From Volume 38, Issue 35 of EIR Online, Published September 9, 2011

Global Economic News

South Korea, Argentina Stand Up to Foreign Rating Agencies

Aug. 29 (EIRNS)—The governments of South Korea and Argentina are showing some backbone in standing up to the foreign ratings agencies that act on behalf of Wall Street and the City of London.

South Korean regulators will investigate Korea Investors Service, a local unit of Moody's, over its fairness in assessing enterprises in the country. The Financial Supervisory Service (FSS), which has been making a preliminary inquiry into Korea Investors Service, plans to dispatch inspectors to the Seoul office of the credit-rating firm in early September.

Moody's, which conducted its on-the-spot assessment of Korea in May, is expected to announce its sovereign debt rating of South Korea in the coming weeks.

In Argentina, Amado Boudou, finance minister and a candidate for Vice President, told the annual conference of the Economic Association for Argentine Development (AEDA) today that foreign rating agencies had contributed to the current global financial crisis, because their ratings caused countries to make "bad decisions."

Last week, Moody's downgraded Argentine bank shares from "stable" to "negative," alleging that the "expansionist" and "interventionist" policies that President Cristina Fernandez de Kirchner might make over the next 12 to 18 months, threatened the solvency of the local banking system. Boudou charged that "it's clear that [the agencies] were not good institutions in terms of decision-making, and became a very big problem in the recent crisis." In fact, he asserted, the ratings agencies have in effect been making economic policy instead of sovereign governments.

This month, South Korean regulators carried out an on-the-spot probe into Korea Ratings, whose majority shareholder is Fitch Ratings, and has been inspecting NICE Investors Service. An FSS official said these agencies' "credibility" comes under a spotlight as several large enterprises, including LIG Engineering & Construction and Korea Line Corp., had faced a liquidity crisis following several rating firms' positive assessments. In June, the prosecution raided the office of the local company, Seoul Credit Rating & Information, suspected of engaging in misdeeds in connection with the scandal-ridden savings banking industry, which has seen several failures.

New Thai Government Moves To Implement 'Mini'-NAWAPA

Aug. 30 (EIRNS)—Just a week ago, the newly installed Pheu Thai government of Yingluck Shinawatra, sister of deposed Thaksin Shinawatra, began outlining government policy in Parliament, the first official act of her government under the Thai constitution.

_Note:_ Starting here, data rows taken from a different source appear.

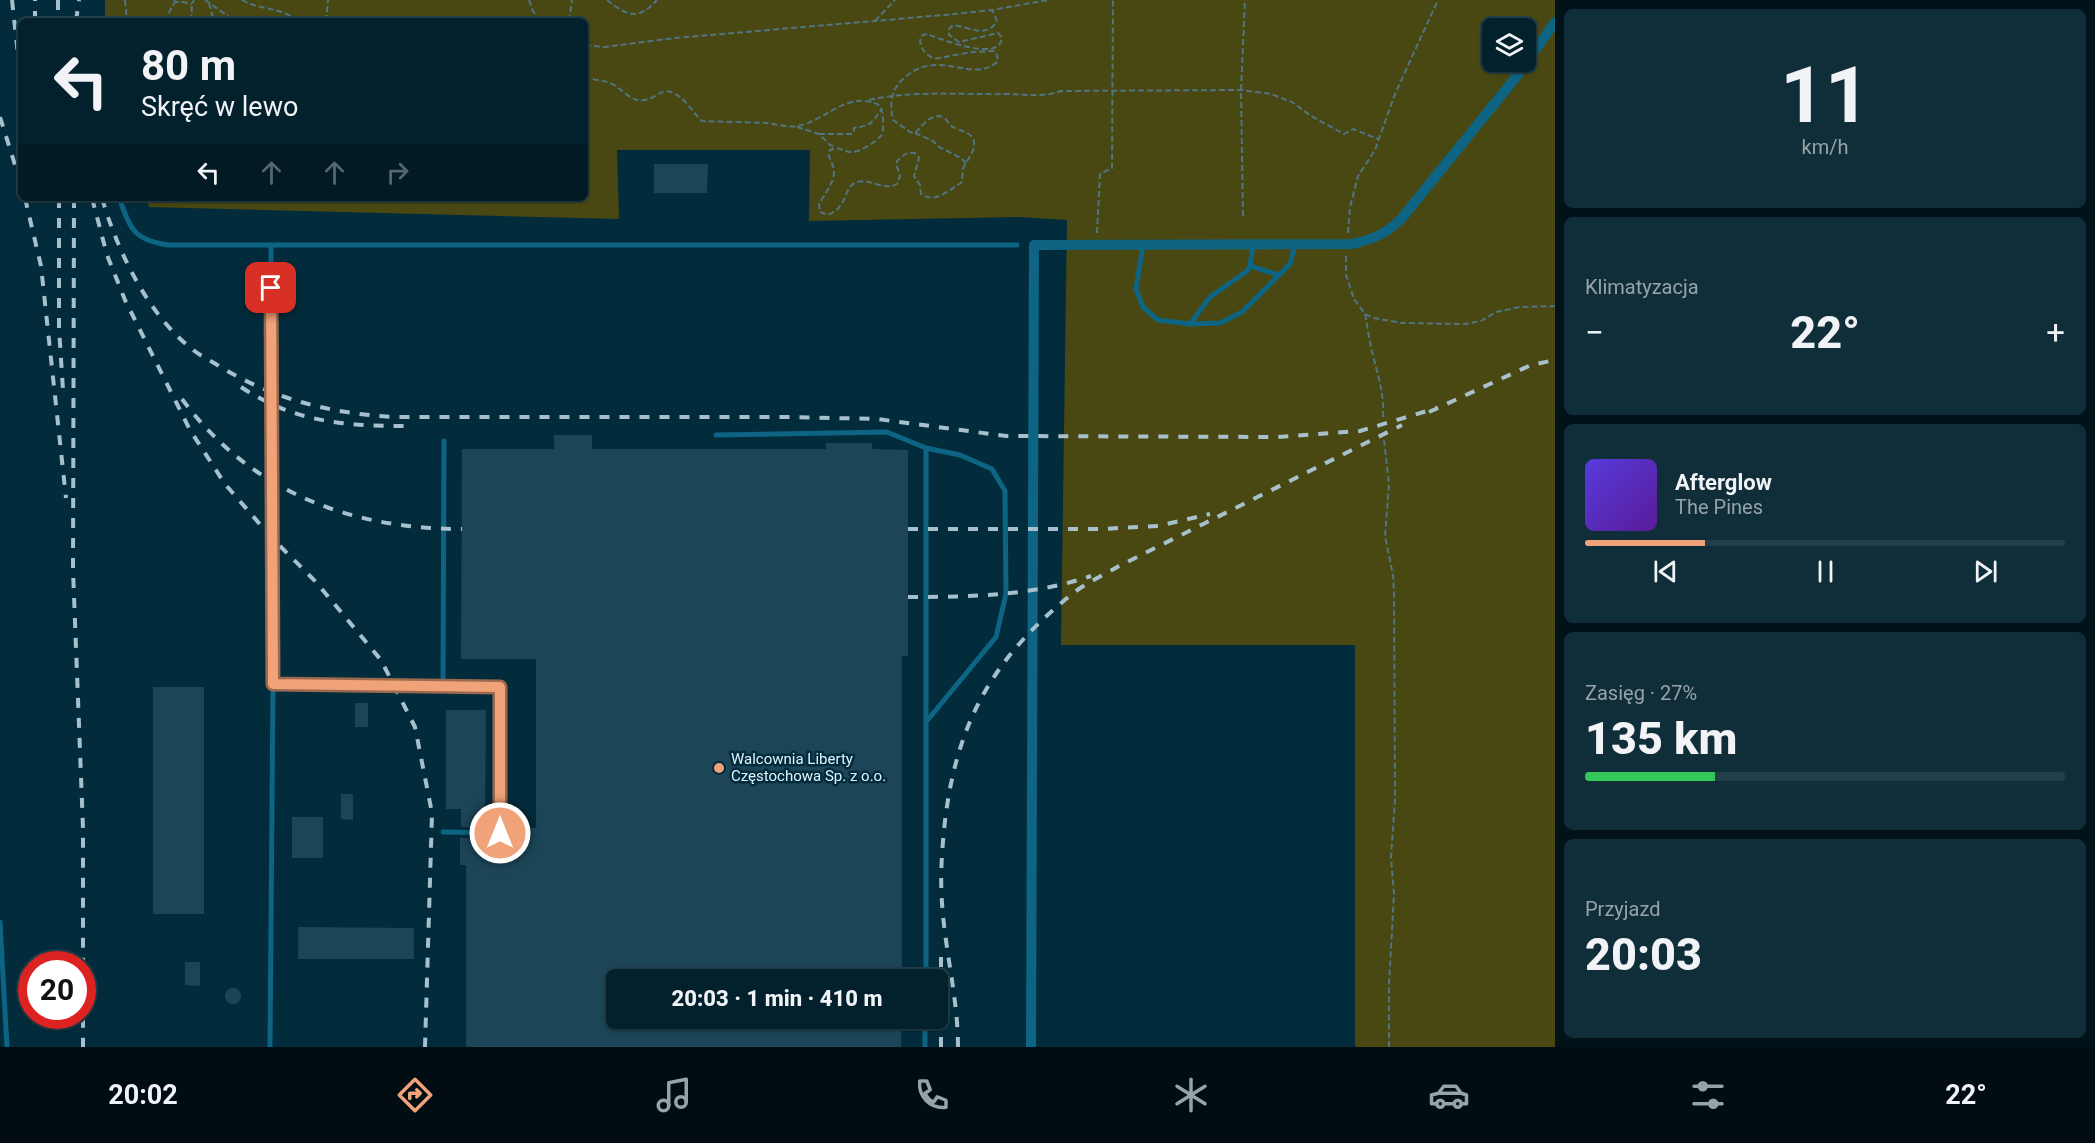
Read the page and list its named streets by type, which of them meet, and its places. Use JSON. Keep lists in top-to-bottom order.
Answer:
{
  "places": ["Walcownia Liberty Częstochowa Sp. z o.o."],
  "page": {
    "tile": [
      ["11", "km/h"],
      "Klimatyzacja",
      ["Zasięg · 27%", "135 km"],
      ["Przyjazd", "20:03"]
    ],
    "turn": ["80 m", "Skręć w lewo"],
    "heat": ["−", "22°", "+"],
    "song": ["Afterglow", "The Pines"],
    "limit": "20",
    "trip": "20:03 · 1 min · 410 m",
    "tabs": ["20:02", "22°"]
  }
}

Aug. 30, she announced a $3.3 billion policy to funnel water from the central region to the less fertile Northeast, as part of a large-scale national water-management scheme. She also announced a $10 billion plan for rubber plantations in the Northeast.

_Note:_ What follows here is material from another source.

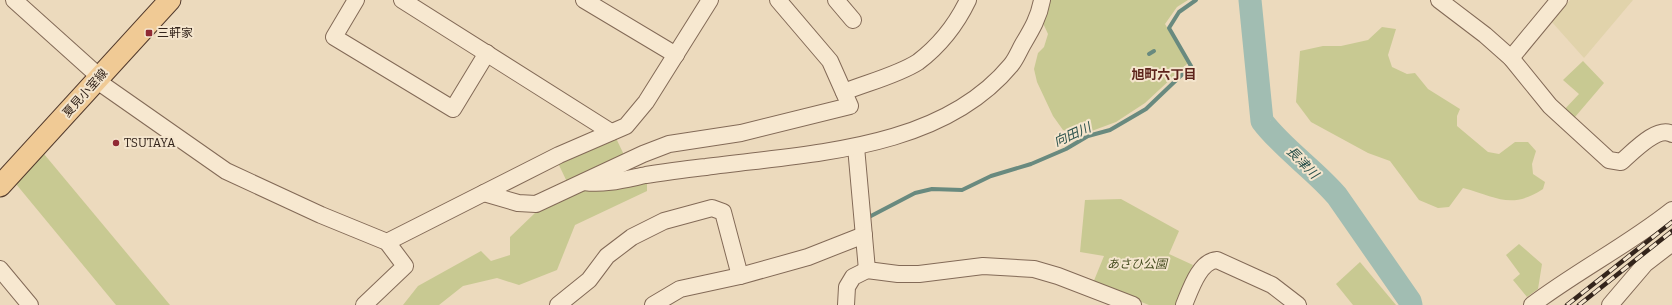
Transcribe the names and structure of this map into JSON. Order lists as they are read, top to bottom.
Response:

The "Development Plans for 20 Basins" scheme aims at developing 25 million acres of irrigated land throughout the country to its full potential. It was accepted in principle by the Surayud Chulanont government and will be approved by the Cabinet in the near future.

At a briefing recently at the Royal Irrigation Department, which will implement the scheme, Yingluck said it "corresponded well" with her Pheu Thai party plans to develop river basins in Isaan area, along with two policies aimed at benefiting people in the Northeast, who are strong supporters of the party. Only 28 million of the 25 million acres, or 9%, of land in farming and residential areas is sufficiently irrigated with regular amounts of water from dams, reservoirs, and irrigation gates. Once the scheme is implemented, there will be another 13.5 million acres of irrigated land.

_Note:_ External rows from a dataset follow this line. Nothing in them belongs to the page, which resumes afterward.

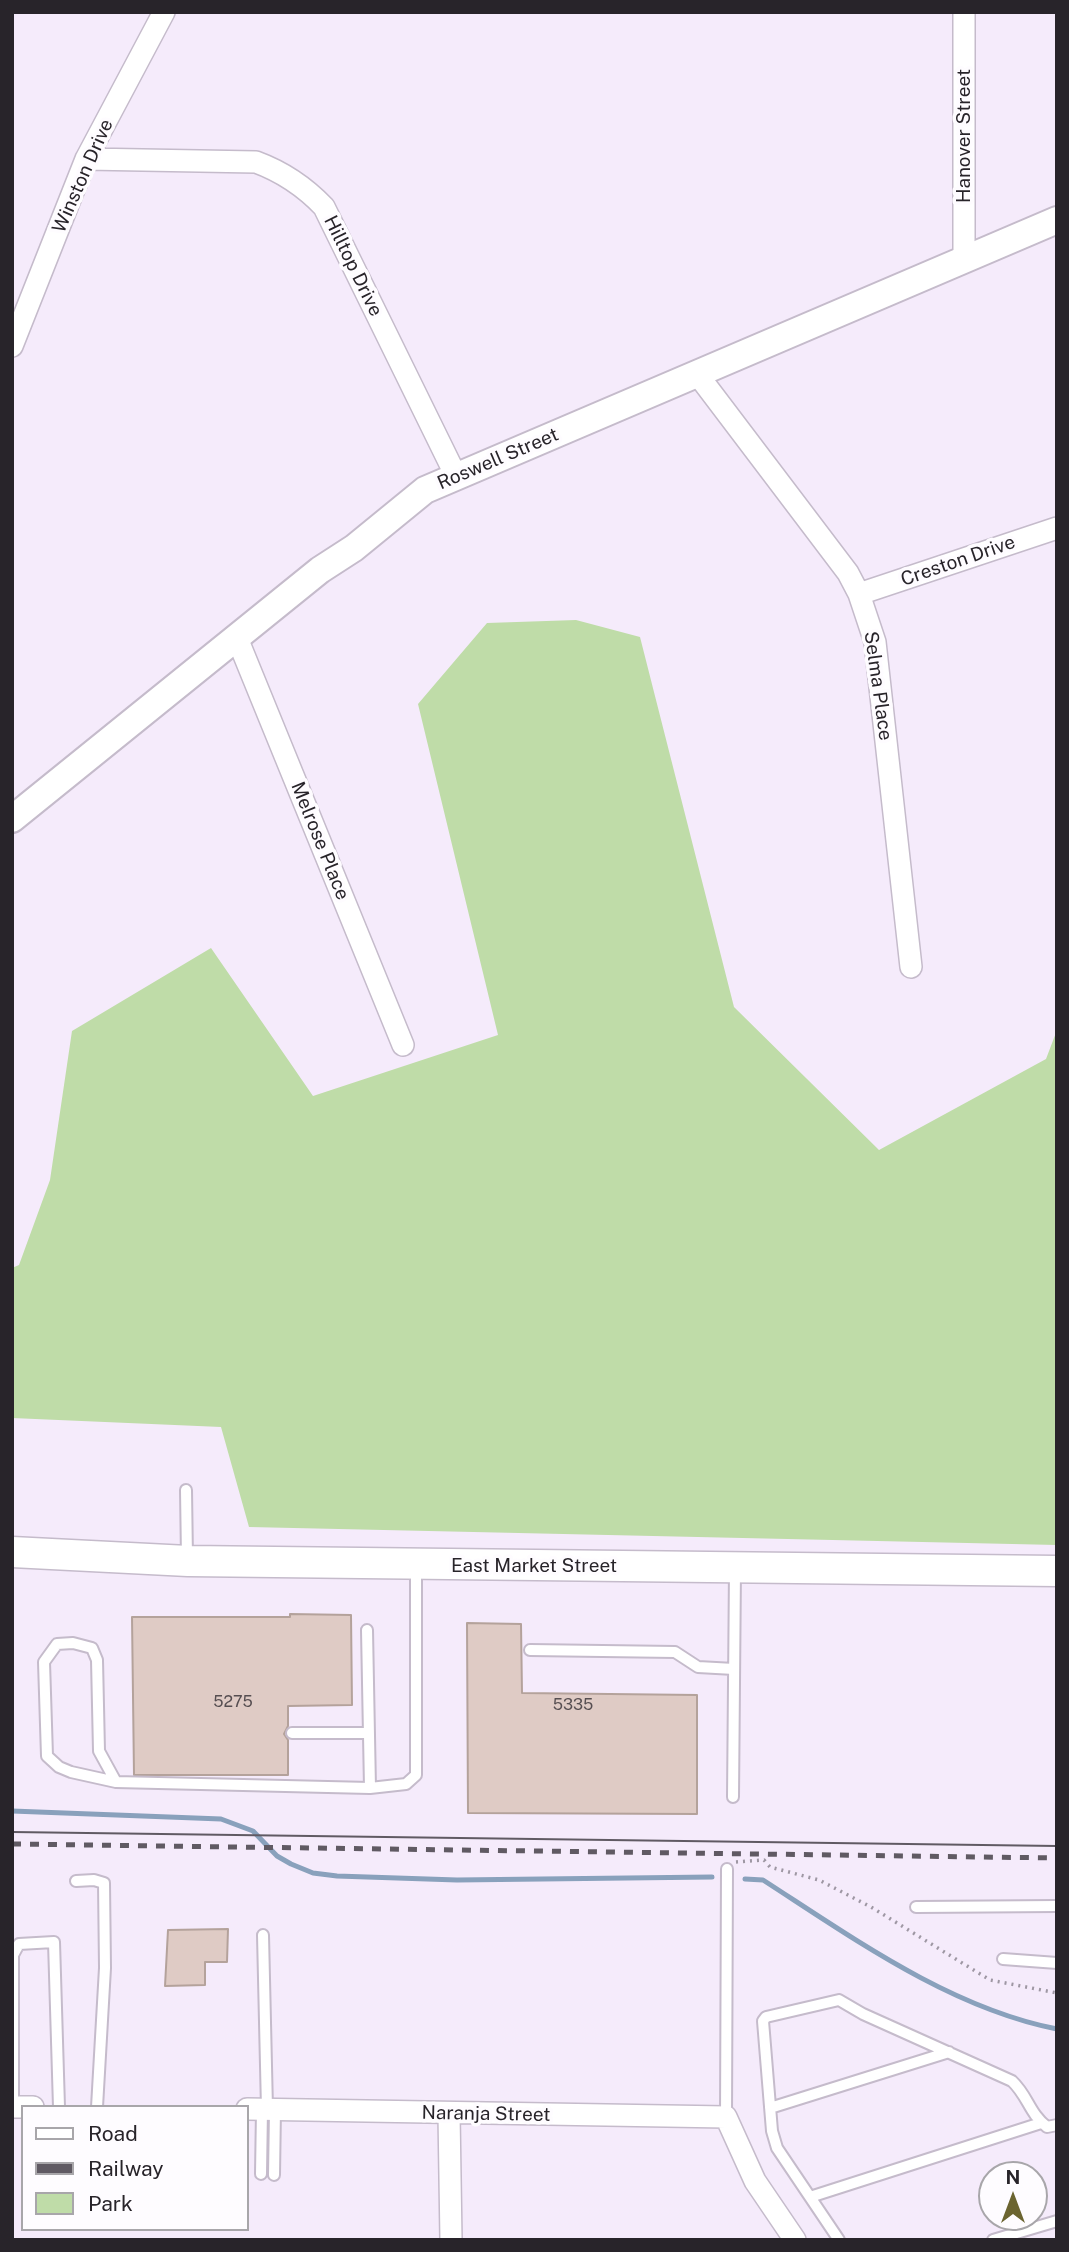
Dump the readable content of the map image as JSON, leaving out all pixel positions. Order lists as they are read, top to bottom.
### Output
{
  "streets": {
    "main road": ["East Market Street"],
    "street": [
      "Hanover Street",
      "Winston Drive",
      "Hilltop Drive",
      "Roswell Street",
      "Creston Drive",
      "Selma Place",
      "Melrose Place",
      "Naranja Street"
    ]
  },
  "crossings": [
    ["Hanover Street", "Roswell Street"],
    ["Winston Drive", "Hilltop Drive"],
    ["Hilltop Drive", "Roswell Street"],
    ["Roswell Street", "Selma Place"],
    ["Roswell Street", "Melrose Place"],
    ["Creston Drive", "Selma Place"]
  ],
  "house_numbers": ["5275", "5335"],
  "legend": ["Road", "Railway", "Park"],
  "north": "top"
}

The entire scheme, which should cost around $60 billion over the four-year period of the 11th NESD Plan, which begins next year, will make another 13.6 million acres of land available adjacent to that available during the seasonal peak.

Yingluck, upon taking office, immediately visited the area hit by three rounds of flooding this year, and started "kicking ass" to insure that promised aid actually got to the intended recipients. On her return from inspecting floods in Udon Thani's Muang district, Yingluck said additional measures must be taken to tackle flooding. An example was the expansion of sluice gates in Udon Thani to drain water faster from the Muang district into the Mekong River.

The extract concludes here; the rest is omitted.